Ils nous ont légué :

  • le droit de traiter presque d’égal à égal entre adulte et enfant sans visée éducative ou pédagogique, en dehors du type de rapport habituel entre adultes et enfants.

  • la représentation des enfantillages comme des choses sérieuses, le jeu spontané comme une expression de la condition enfantine parfois même du tragique de sa condition, le dessin comme discours autobiographique.

  • la permission de rencontrer la personne de chaque enfant en deçà de son comportement, de partager son vécu existentiel d’aller le chercher dans ses opinions, croyances, certitudes et doutes, angoisses plus ou moins formulables et peurs plus ou moins enfantines.

  • la possibilité de traiter l’enfant à la fois comme un petit d’homme en cours de construction mais aussi déjà comme un petit homme vivant avec ses moyens d’enfant les problématiques de toute l’humanité : sens de la vie, sens de la mort, destin de l’amour et autres bricoles philosophiques.

Pour soutenir ces positions les pédopsychiatres ont eu besoin de se forger une représentation de l’enfance assez différente de celle des autres métiers. Ils nous ont laissé un portrait qui s’est maintenu à travers les modifications de références scientifiques et les évolutions des mœurs, en se situant en permanent décalage avec les représentations des autres professionnels du champ.

L’enfant de la pédopsychiatrie ce n’est pas l’enfant des sciences de l’éducation même s’il doit comme tous les enfants performer et apprendre. Ce n’est pas l’enfant de Jules Ferry ou de ses successeurs qui aspire à la citoyenneté républicaine.

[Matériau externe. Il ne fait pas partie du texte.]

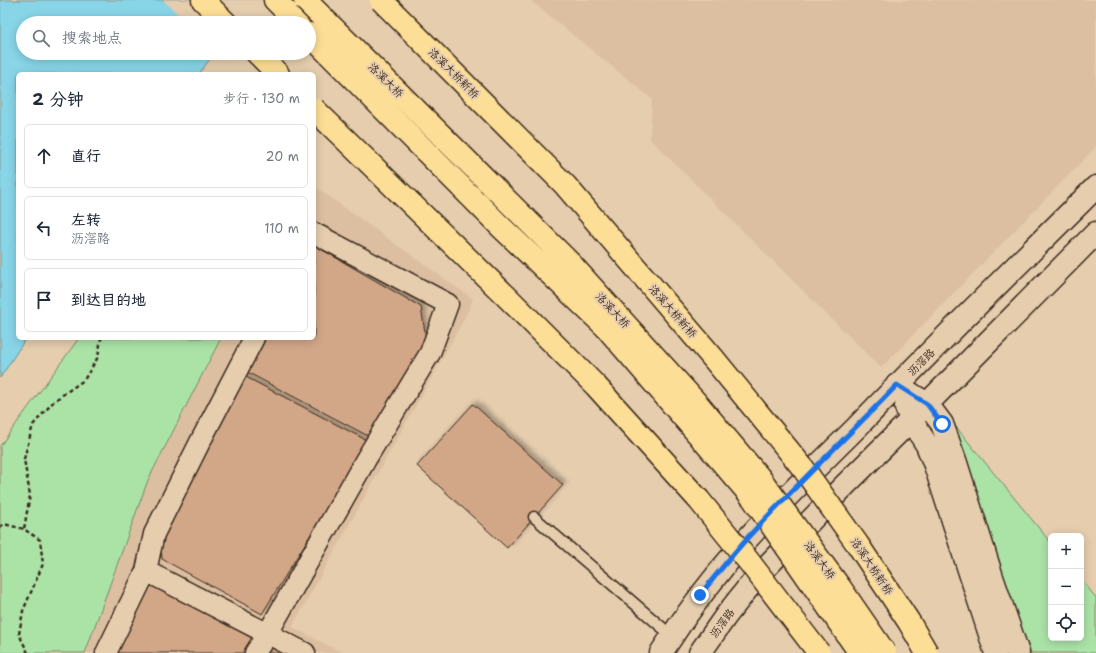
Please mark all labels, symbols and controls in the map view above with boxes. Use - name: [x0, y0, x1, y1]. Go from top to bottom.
- search box: [16, 16, 316, 60]
- icon: search: [30, 27, 52, 49]
- text: 搜索地点: [62, 28, 122, 48]
- street label: 洛溪大桥新桥: [425, 45, 482, 102]
- street label: 洛溪大桥: [365, 59, 407, 101]
- text: 2 分钟: [32, 88, 84, 110]
- text: 步行 · 130 m: [223, 90, 300, 107]
- icon: ahead: [33, 145, 55, 167]
- text: 直行: [71, 146, 101, 166]
- text: 20 m: [266, 148, 299, 165]
- text: 左转: [71, 210, 101, 230]
- icon: left: [33, 217, 55, 239]
- text: 110 m: [264, 220, 299, 237]
- text: 沥滘路: [71, 230, 110, 247]
- street label: 洛溪大桥新桥: [645, 282, 700, 341]
- icon: arrive: [33, 289, 55, 311]
- street label: 洛溪大桥: [592, 289, 633, 332]
- text: 到达目的地: [71, 290, 146, 310]
- street label: 沥滘路: [904, 345, 938, 379]
- route start: [933, 415, 951, 433]
- map controls: [1048, 533, 1084, 641]
- button: +: [1048, 533, 1084, 569]
- street label: 洛溪大桥新桥: [847, 535, 896, 598]
- street label: 洛溪大桥: [801, 538, 839, 583]
- button: −: [1048, 569, 1084, 605]
- route end: [691, 586, 709, 604]
- button: locate: [1048, 605, 1084, 641]
- street label: 沥滘路: [707, 606, 738, 641]

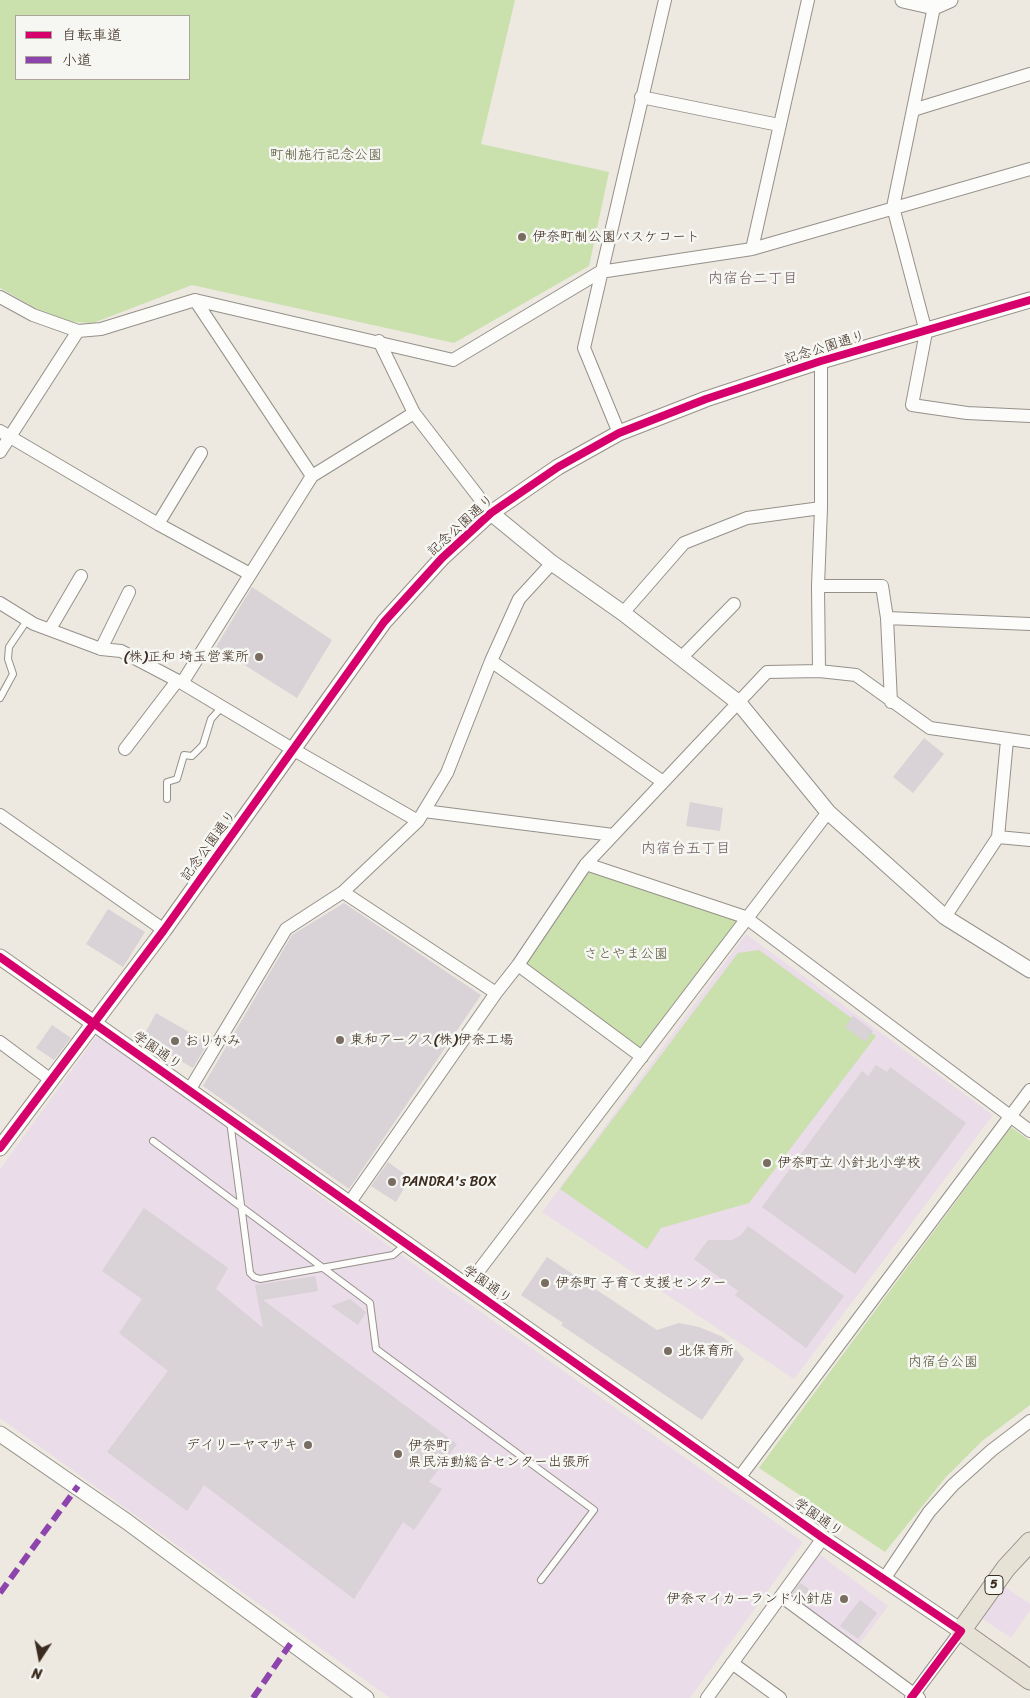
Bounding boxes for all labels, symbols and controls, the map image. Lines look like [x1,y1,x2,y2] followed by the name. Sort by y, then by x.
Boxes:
[15,15,190,80] legend
[62,22,122,48] text: 自転車道
[62,47,92,73] text: 小道
[270,147,382,163] park label: 町制施行記念公園
[532,229,700,245] place label: 伊奈町制公園バスケコート
[516,231,528,243] marker: 伊奈町制公園バスケコート
[708,270,798,288] district label: 内宿台二丁目
[782,328,868,368] street label: 記念公園通り
[424,492,498,560] street label: 記念公園通り
[123,649,249,665] place label: (株)正和 埼玉営業所
[253,651,265,663] marker: (株)正和 埼玉営業所
[178,807,240,885] street label: 記念公園通り
[641,840,731,858] district label: 内宿台五丁目
[584,946,668,962] park label: さとやま公園
[129,1028,185,1074] street label: 学園通り
[350,1032,513,1048] place label: 東和アークス(株)伊奈工場
[185,1033,241,1049] place label: おりがみ
[334,1034,346,1046] marker: 東和アークス(株)伊奈工場
[169,1035,181,1047] marker: おりがみ
[777,1155,921,1171] place label: 伊奈町立 小針北小学校
[761,1157,773,1169] marker: 伊奈町立 小針北小学校
[402,1174,497,1190] place label: PANDRA's BOX
[386,1176,398,1188] marker: PANDRA's BOX
[459,1262,515,1308] street label: 学園通り
[555,1275,727,1291] place label: 伊奈町 子育て支援センター
[539,1277,551,1289] marker: 伊奈町 子育て支援センター
[678,1343,734,1359] place label: 北保育所
[662,1345,674,1357] marker: 北保育所
[908,1354,978,1370] park label: 内宿台公園
[186,1437,298,1453] place label: デイリーヤマザキ
[408,1438,590,1470] place label: 伊奈町 県民活動総合センター出張所
[302,1439,314,1451] marker: デイリーヤマザキ
[392,1448,404,1460] marker: 伊奈町 県民活動総合センター出張所
[790,1495,846,1541] street label: 学園通り
[985,1576,1003,1594] road number: 5
[666,1591,834,1607] place label: 伊奈マイカーランド小針店
[838,1593,850,1605] marker: 伊奈マイカーランド小針店
[15,1633,65,1683] north arrow
[30,1660,44,1686] text: N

Le portrait n’est pas celui de l’écolier type sur sa trajectoire avec son passage progressif de l’état de nature à l’état de culture via les initiations, les imitations, les apprentissages, dans un cadre voulu et orienté par l’adulte éducateur. Ce n’est pas l’enfant d’Yves Duteil « qu’on prend par la main pour l’emmener vers demain ». Il ne se réduit pas non plus uniquement à l’enfant de la psychologie génétique de Piaget qui grimpe l’escalier des stades développementaux selon des lois maturatives intrinsèques qu’il s’amuse parfois à bousculer sous l’effet de sa pathologie. Ce n’est pas le petit être neuro-développemental précablé que peignent les constructivistes et qui suit une route montante en lacets, entre équipement neurophysiologique de base et rencontre avec l’environnement. Ce n’est pas tout à fait non plus, du moins pas exclusivement, l’enfant des psychanalystes sujet de son désir menant sa barque au fil du fleuve libidinal avec ses tourbillons conflictuels, ses barrages et leurs retenues, ses défilés torrentueux.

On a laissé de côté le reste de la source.